Australia was chosen for the launch because the anti-wind groups there have proved particularly successful in whipping up opposition to wind power development.

Speaking about the campaign to Windpower Monthly, Vestas senior vice president Morten Albaek said a lack of action from the wind industry had led Vestas to take a lead on the campaign.

He said: "On a global level the wind industry has been way too conservative and defensive, and lacking  innovation in communications to drive back against the anti-wind movement."

Currently Vestas has a website 'Act on Facts' and will follow up with further initiatives in the coming weeks. Albaek said the company was unable to confirm plans for although it will revolve around social networking and digital comms. He said the campaign had cost EUR 120,000 to set up.
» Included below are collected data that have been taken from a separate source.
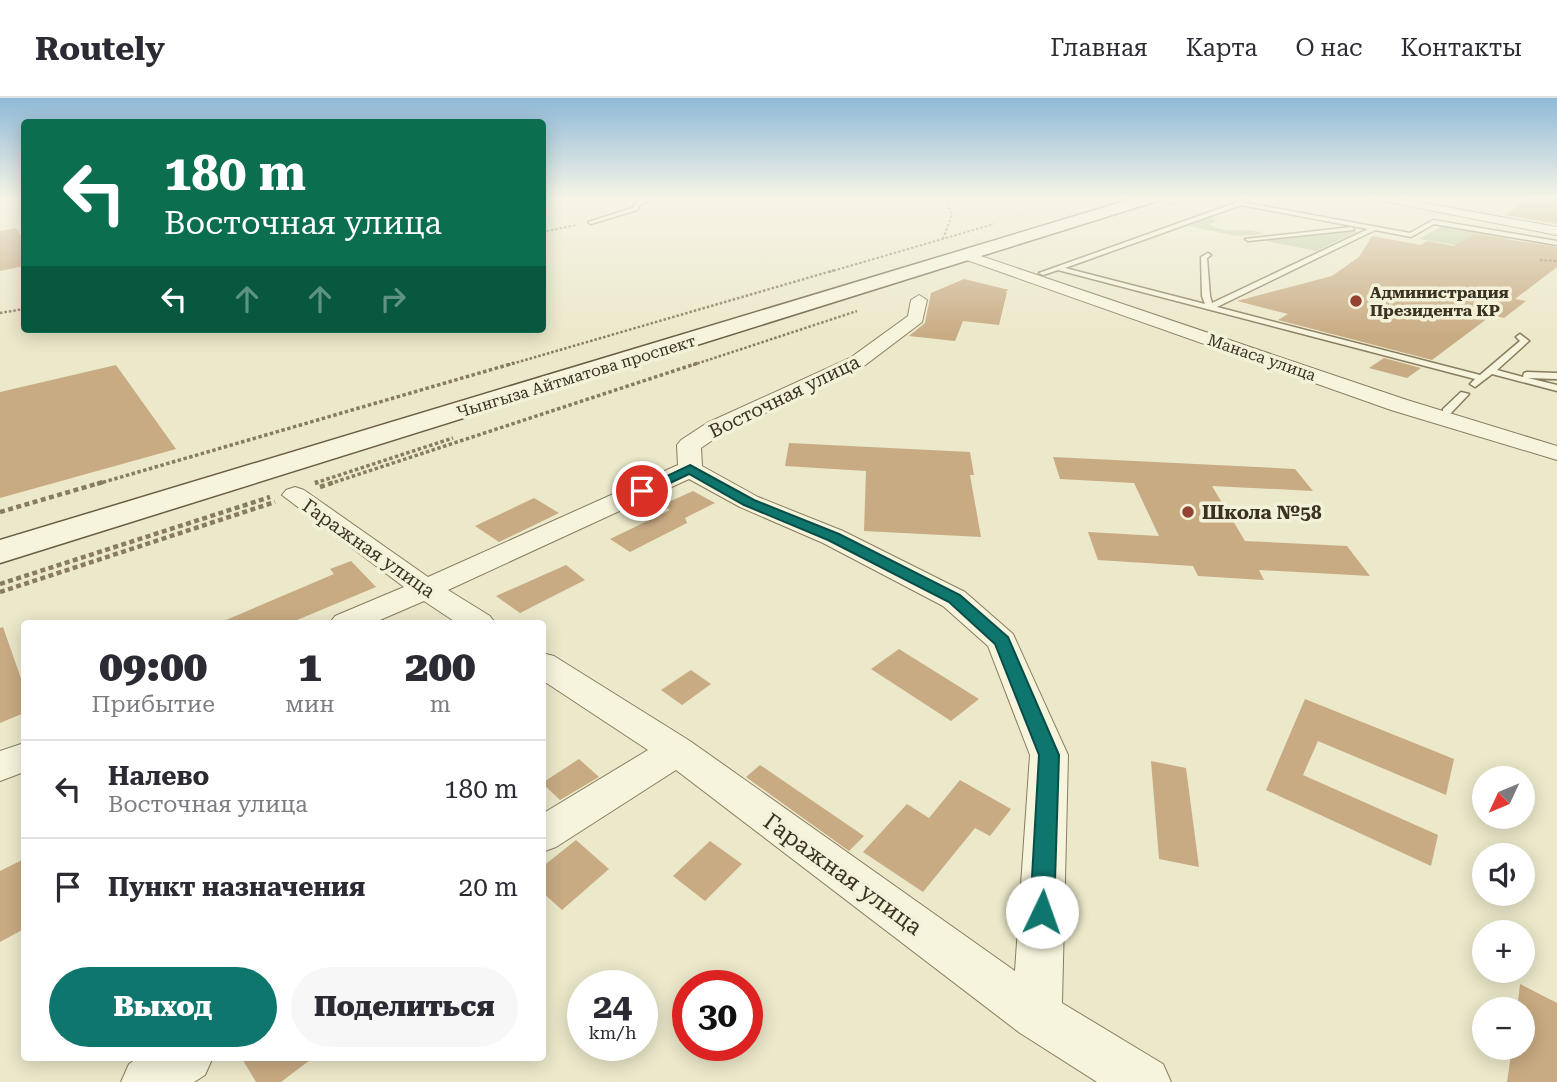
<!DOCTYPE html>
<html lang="ru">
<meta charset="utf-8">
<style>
:root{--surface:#fff;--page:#f7f7f7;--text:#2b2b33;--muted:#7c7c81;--line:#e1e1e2;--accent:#0f766e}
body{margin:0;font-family:"Roboto Serif",serif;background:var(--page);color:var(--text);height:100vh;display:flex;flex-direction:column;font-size:26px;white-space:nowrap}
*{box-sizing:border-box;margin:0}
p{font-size:23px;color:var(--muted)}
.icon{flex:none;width:38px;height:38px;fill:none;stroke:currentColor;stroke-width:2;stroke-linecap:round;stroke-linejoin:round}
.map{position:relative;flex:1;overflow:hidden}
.sheet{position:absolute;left:21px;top:522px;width:525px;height:441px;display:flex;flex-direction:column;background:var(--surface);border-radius:7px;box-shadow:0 4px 18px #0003}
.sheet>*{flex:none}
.top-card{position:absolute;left:21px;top:21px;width:525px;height:214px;border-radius:7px;box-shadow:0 4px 18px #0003;background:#0b6e4f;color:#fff;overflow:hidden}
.needle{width:46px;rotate:226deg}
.controls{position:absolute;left:1472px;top:668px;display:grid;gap:14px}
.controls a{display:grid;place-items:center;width:63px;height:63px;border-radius:50%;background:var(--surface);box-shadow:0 4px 18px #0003;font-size:35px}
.speed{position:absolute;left:567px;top:872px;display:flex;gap:14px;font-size:35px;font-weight:700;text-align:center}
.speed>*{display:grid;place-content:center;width:91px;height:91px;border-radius:50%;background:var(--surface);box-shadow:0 4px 18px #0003;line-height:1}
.speed small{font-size:18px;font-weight:400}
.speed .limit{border:10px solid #d22;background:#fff;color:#111}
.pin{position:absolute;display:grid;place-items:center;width:60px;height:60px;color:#fff;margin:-30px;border:4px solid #fff;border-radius:50%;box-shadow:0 2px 7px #0007}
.me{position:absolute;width:77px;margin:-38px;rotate:3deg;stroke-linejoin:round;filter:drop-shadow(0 0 5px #0008)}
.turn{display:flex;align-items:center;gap:24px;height:147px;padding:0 28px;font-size:32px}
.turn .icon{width:91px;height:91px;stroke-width:2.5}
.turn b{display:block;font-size:49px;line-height:60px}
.lanes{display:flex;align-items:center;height:66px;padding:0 28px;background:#0003;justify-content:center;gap:35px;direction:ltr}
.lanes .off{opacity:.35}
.eta{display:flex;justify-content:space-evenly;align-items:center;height:119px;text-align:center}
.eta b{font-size:42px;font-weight:800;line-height:49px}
.button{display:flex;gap:14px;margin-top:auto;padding:14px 28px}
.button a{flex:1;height:80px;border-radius:42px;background:var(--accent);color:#fff;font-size:28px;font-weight:800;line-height:80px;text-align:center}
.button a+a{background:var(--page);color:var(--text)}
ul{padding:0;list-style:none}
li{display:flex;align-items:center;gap:21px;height:98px;padding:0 28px;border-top:2px solid var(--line)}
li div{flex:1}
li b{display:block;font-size:26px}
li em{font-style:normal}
header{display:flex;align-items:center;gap:42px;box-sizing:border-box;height:98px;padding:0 35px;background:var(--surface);border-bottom:2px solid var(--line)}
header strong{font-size:33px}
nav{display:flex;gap:38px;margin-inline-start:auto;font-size:24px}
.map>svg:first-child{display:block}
.green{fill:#beca9e}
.building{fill:#c8ab83}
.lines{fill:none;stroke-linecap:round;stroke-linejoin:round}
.service-casing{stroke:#887c5f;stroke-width:3}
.minor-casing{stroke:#887c5f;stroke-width:2}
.secondary-casing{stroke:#6a5d42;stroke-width:3}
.path-far3{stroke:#887c5f;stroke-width:2;stroke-dasharray:2.5 2;stroke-linecap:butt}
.path-far2{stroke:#887c5f;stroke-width:2.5;stroke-dasharray:2.5 2;stroke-linecap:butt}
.path-far1{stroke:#887c5f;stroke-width:3.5;stroke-dasharray:3.5 2.5;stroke-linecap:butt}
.path{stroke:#887c5f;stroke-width:4.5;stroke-dasharray:5 3.5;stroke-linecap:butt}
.service{fill:#f7f4dd;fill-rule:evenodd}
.minor{fill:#f7f4dd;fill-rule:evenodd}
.secondary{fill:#f7f4dd;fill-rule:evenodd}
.route{fill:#0f766e;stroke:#0a4d48;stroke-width:2}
.poi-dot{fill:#944233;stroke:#f4f1d9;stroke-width:2.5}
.labels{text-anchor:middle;stroke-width:7;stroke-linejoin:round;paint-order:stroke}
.far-poi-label{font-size:16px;font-weight:bold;fill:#3a3222;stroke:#f4f1d9;text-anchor:start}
.far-street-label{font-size:16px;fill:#3a3222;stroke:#f4f1d9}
.street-label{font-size:19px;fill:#3a3222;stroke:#f4f1d9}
.poi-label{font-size:19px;font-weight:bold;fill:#3a3222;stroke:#f4f1d9;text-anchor:start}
.near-street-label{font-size:23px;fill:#3a3222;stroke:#f4f1d9}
</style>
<header>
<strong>Routely</strong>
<nav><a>Главная</a><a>Карта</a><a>О нас</a><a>Контакты</a></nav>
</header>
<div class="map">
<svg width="1557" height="984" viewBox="0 0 1557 984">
<rect width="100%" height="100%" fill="#ece8ca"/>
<path class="green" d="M1209,119L1219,123L1209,126C1225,138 1248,127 1263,136L1237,138L1189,128Z
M1442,128L1509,140L1491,153L1419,141Z
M1352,133L1357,134L1316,153L1262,142Z"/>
<path class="building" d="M1531,100H1557V126L1505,117Z
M16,130L24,143V168L0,173V133Z
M1474,136L1557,149V169L1515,201L1526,203L1504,220L1492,217L1432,262L1278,222L1288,216L1237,203L1332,178L1359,159L1372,138L1421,147L1427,143L1454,148Z
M964,181L1009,192L1004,194H1007L999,227L963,223L955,243L909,238L925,225L931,195Z
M1384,260L1421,270L1407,280L1369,270Z
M116,267L176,351L0,400V294Z
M789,345L970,354L974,377H970L981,439L864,433L866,373L785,368Z
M1053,359L1295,371L1313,393L1212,388L1245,443L1347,448L1370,478L1259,472L1264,482L1198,478L1193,468L1098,462L1088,434L1159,438L1134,385L1060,381Z
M693,393L715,405L685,420L687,425L630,454L610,441L670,412L662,407Z
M534,400L559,415L499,444L475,428Z
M351,463L376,489L290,525H219L334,476L330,471Z
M566,467L585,482L520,515L496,498Z
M3,529L24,589V615L0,625V530Z
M899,551L979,601L951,623L871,571Z
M691,572L711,586L682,607L661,592Z
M1305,601L1454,661L1446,697L1318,643L1303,677L1438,737L1431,768L1266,692Z
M579,661L599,679L560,702L542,685Z
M1151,663L1186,670L1199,769L1159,761Z
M760,667L864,738L849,753L746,679Z
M960,682L1011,711L990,738L975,730L923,794L863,754L907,706L929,720Z
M576,742L609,771L562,812L542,794V769Z
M710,743L742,766L705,803L673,778Z
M24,761V831L0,844V773Z
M1520,886L1557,905V984H1507L1512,950H1522V912H1517Z
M241,959H314L281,984H256Z"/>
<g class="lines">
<defs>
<path id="service" d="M645,100H654L640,106L637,112L591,126L588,124L633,110L636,104Z
M1246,101L1249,103L1247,105L1410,135L1433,122L1557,143V147L1434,126L1411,139L1375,132L1217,209L1480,277L1520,243L1516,239L1520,236L1529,243L1497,272L1523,279L1524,275L1527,274L1557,275V281L1528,280L1557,287V293L1492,276L1475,289L1470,286L1475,281L1058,172L1043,177L1039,175ZM1241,107L1368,131L1212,205L1210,198L1207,160L1211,157L1208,155L1201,159L1202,198L1205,206L1065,170Z
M1352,129L1354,132L1248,143L1245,141Z
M1461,294L1469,296L1451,315H1443V311Z"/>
<path id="minor" d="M1368,100H1396L1557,129V137Z
M969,154L1407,302L1557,348V362L1391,312L964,161L962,158L964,155Z
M919,197L927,202L922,224L864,268L723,335L701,350L702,368L758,399L843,433L965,494L1013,536L1068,657L1062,905L1163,966L1171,984H1097L1020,935L676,672L556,749L542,754V716L648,652L542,582V555L554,558L690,643L1015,873L1030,657L988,548L943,508L823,445L740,409L689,381L448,492L490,518L495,525H457L424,503L373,525H330L335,518L404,489L282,397L286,392L295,389L304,392L428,479L678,367L677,347L681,342L707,325L850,260L908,218L911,202Z
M24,645V674L0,683V653Z
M139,959H213L205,977L194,984H121L129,966Z"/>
<path id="secondary" d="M1135,100H1159L1157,103L0,465V442Z"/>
</defs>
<use href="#service" class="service-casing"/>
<use href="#minor" class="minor-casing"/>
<use href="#secondary" class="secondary-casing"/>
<path class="path-far3" d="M1170,107L1189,100
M542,134L576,127
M943,141L952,117L945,100
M1540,162L1557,163
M829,174L994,126"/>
<path class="path-far2" d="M0,215L24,211
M508,267L835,172
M693,267L857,213"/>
<path class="path-far1" d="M315,385L453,340
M97,386L514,265
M329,386L698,265"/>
<path class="path" d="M315,385L318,384
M320,389L335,384
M0,414L103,384
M0,486L270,399
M0,494L275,404"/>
<use href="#service" class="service"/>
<use href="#minor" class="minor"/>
<use href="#secondary" class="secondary"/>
</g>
<linearGradient id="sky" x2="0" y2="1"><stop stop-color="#8fb9d7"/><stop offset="0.42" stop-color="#f6f5e7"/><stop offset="1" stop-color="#f6f5e7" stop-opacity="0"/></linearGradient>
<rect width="1557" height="238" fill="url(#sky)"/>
<path class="route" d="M690,367L754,402L839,436L960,497L1008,539L1059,657L1054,814L1050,821L1042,824L1033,821L1030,814L1039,657L995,546L949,504L828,442L744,407L689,376L647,396L642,397L635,393Z"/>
<g class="poi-dot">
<circle cx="1356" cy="203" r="7"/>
<circle cx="1188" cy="414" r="7"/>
</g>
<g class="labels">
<g class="far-poi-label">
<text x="1370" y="200">Администрация<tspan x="1370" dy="18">Президента КР</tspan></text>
</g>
<g class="far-street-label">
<text transform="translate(1262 259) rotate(19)" y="6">Манаса улица</text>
<text transform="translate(576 278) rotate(-17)" y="6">Чынгыза Айтматова проспект</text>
</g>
<g class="street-label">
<text transform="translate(784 298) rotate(-26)" y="7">Восточная улица</text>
<text transform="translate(369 450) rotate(35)" y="7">Гаражная улица</text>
</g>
<g class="poi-label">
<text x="1202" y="421">Школа №58</text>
</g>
<g class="near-street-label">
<text transform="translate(843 776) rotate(36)" y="8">Гаражная улица</text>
</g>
</g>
</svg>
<div class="controls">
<a><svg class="needle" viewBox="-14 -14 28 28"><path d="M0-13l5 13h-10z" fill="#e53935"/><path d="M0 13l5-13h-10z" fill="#7c7c81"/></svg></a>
<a><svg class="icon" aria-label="sound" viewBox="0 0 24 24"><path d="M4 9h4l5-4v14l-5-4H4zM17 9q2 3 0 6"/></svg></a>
<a>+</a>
<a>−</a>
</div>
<div class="speed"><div>24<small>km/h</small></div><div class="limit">30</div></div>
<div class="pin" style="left:642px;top:393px;background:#d93025"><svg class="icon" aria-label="arrive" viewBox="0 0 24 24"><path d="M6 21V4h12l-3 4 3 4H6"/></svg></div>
<svg class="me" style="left:1042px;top:814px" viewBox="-20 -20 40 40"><circle r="19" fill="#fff"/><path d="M0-13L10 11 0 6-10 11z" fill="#0f766e"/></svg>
<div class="top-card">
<div class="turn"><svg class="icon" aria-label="left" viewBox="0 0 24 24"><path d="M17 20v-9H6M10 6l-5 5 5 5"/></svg><div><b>180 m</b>Восточная улица</div></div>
<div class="lanes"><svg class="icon" aria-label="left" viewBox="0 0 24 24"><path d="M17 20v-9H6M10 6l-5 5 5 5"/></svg><svg class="icon off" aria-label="ahead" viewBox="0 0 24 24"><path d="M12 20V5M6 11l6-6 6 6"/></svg><svg class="icon off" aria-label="ahead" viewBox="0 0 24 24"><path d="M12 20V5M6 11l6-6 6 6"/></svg><svg class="icon off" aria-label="right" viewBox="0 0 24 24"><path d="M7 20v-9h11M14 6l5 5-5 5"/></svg></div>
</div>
<section class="sheet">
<div class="eta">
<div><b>09:00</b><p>Прибытие</p></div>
<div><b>1</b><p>мин</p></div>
<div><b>200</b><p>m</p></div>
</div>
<ul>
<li><svg class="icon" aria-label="left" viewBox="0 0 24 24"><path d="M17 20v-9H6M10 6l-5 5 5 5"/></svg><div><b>Налево</b><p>Восточная улица</p></div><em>180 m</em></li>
<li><svg class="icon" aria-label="arrive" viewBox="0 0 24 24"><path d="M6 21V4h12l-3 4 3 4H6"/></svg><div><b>Пункт назначения</b></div><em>20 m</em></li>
</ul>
<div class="button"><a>Выход</a><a>Поделиться</a></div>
</section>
</div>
He added: "By our own analysis, 1.7GW of projects in Australia have been delayed by the anti-wind movement. So we are doing this campaign with our customers to protect both their business and ours."

Simon Chapman, professor of public health at the University of Sydney, has been compiling a list of the human and animal health problems that wind farm opponents claim are caused by exposure to turbines. They range from asthma and herpes to bowel cancer and brain tumours. At the last count, there were 216 ailments on the list.
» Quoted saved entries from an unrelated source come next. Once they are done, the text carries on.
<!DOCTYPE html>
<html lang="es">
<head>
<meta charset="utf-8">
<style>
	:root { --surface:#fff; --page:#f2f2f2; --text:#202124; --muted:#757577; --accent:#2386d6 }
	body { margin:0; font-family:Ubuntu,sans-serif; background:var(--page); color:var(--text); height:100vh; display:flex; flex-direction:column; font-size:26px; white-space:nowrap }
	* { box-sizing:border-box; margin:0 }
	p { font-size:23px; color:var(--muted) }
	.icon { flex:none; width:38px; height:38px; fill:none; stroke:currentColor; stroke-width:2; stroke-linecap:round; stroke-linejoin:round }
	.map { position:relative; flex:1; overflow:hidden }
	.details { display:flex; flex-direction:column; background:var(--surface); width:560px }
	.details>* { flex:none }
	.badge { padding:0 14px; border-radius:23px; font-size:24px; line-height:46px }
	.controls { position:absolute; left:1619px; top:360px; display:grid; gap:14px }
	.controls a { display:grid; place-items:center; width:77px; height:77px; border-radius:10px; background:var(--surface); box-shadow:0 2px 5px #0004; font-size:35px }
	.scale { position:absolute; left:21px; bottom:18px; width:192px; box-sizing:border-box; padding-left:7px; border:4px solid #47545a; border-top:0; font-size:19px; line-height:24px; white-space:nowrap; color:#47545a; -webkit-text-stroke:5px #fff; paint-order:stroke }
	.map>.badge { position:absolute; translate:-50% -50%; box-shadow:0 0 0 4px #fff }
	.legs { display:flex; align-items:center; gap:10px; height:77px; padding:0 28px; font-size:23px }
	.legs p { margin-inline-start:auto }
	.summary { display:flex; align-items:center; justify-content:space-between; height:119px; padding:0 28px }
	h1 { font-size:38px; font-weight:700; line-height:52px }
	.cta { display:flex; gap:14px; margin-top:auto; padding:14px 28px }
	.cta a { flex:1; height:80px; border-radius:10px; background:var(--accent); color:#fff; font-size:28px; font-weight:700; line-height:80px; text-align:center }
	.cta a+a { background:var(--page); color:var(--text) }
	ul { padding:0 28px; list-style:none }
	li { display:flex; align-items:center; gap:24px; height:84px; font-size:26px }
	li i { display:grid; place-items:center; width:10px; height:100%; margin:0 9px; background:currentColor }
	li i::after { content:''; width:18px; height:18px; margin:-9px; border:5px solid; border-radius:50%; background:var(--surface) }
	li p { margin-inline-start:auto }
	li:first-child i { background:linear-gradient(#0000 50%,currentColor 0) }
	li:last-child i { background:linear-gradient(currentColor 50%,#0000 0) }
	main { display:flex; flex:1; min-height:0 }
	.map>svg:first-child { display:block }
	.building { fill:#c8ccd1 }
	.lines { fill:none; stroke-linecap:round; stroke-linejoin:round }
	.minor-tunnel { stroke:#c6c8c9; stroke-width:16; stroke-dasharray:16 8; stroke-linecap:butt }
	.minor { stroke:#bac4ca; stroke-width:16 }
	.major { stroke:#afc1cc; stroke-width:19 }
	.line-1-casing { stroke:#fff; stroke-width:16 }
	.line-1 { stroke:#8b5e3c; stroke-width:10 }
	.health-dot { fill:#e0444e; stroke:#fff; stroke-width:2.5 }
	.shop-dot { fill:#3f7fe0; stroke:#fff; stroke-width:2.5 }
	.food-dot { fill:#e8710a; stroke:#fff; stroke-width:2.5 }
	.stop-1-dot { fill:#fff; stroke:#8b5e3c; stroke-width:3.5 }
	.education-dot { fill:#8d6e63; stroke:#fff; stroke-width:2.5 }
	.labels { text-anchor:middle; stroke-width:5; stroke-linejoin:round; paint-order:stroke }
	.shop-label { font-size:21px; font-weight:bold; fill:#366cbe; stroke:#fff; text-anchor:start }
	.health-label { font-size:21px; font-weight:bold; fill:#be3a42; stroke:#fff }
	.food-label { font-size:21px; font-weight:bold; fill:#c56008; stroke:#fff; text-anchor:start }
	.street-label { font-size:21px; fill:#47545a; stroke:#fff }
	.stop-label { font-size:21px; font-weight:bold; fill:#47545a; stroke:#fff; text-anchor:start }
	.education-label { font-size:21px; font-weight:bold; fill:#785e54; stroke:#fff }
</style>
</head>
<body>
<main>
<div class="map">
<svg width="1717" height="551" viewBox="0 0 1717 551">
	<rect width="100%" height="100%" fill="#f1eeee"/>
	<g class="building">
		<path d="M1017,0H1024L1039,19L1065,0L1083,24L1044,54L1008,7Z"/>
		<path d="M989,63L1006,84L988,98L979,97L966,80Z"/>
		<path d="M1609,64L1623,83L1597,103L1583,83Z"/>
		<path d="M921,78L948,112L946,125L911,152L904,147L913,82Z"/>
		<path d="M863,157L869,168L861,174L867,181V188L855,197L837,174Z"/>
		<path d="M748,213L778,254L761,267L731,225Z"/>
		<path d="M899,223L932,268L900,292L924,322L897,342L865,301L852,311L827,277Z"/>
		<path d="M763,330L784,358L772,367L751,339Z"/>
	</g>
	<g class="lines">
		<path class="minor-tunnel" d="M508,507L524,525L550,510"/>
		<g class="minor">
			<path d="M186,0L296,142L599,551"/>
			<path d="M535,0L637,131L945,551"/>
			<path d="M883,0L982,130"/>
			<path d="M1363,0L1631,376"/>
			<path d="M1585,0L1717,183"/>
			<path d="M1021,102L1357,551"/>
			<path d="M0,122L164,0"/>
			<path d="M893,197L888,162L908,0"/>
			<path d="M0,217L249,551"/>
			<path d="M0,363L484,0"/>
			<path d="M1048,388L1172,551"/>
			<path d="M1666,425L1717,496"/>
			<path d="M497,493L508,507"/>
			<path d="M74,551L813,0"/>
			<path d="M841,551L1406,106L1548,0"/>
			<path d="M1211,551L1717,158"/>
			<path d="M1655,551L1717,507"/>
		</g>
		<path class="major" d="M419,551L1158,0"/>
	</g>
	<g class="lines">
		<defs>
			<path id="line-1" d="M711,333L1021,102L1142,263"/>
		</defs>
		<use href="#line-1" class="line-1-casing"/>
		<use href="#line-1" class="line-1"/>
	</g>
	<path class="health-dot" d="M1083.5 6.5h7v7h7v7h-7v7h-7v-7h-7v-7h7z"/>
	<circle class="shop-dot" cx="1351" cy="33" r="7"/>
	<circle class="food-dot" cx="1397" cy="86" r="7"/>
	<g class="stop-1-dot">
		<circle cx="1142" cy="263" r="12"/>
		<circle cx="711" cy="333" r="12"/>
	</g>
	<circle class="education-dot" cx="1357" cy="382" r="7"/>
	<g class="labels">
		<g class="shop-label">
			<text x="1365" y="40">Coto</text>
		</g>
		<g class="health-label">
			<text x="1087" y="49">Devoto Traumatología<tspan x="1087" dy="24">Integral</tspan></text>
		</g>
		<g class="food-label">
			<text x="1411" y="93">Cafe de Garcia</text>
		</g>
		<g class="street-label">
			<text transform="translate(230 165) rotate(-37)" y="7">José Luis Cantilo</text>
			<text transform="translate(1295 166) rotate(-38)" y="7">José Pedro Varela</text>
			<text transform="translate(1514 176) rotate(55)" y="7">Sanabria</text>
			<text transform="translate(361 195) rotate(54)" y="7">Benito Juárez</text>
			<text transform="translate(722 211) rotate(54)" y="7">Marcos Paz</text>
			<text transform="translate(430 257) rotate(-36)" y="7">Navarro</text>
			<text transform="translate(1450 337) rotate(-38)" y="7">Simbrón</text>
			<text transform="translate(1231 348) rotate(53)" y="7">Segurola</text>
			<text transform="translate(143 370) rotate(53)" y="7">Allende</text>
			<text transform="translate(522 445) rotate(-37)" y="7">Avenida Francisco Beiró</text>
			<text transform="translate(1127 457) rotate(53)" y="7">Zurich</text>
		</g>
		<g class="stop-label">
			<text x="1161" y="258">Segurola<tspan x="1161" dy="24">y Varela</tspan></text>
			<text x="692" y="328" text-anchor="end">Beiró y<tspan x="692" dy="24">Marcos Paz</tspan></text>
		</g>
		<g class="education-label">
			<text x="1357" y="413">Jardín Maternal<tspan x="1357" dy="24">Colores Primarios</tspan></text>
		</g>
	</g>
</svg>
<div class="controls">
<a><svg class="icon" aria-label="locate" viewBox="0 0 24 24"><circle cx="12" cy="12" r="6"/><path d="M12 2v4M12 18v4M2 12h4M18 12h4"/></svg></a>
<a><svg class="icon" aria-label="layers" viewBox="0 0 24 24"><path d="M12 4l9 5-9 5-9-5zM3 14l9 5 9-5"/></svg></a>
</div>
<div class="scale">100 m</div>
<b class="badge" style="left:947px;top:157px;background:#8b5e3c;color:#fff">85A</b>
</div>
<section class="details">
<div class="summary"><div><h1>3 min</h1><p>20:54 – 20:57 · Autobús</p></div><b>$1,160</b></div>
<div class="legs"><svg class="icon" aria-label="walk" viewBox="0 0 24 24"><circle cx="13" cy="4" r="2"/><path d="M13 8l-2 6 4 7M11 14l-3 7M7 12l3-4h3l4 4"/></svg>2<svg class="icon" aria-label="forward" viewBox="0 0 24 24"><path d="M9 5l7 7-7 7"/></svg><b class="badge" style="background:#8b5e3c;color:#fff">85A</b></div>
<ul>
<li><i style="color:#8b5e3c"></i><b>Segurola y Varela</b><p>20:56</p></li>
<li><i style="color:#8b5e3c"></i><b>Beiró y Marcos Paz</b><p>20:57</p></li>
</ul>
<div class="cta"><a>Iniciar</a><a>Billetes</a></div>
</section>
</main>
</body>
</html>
"Old Testament accounts of pestilences and plagues seem mild compared to the effects of wind turbines," notes Chapman drily. He points out that the incidences of sickness are far more numerous in communities where anti-wind power lobbyists have been active.

Greenpeace and Environment Victoria are among the environmental groups joining forces with Vestas. Other wind turbine makers are also believed to be involved.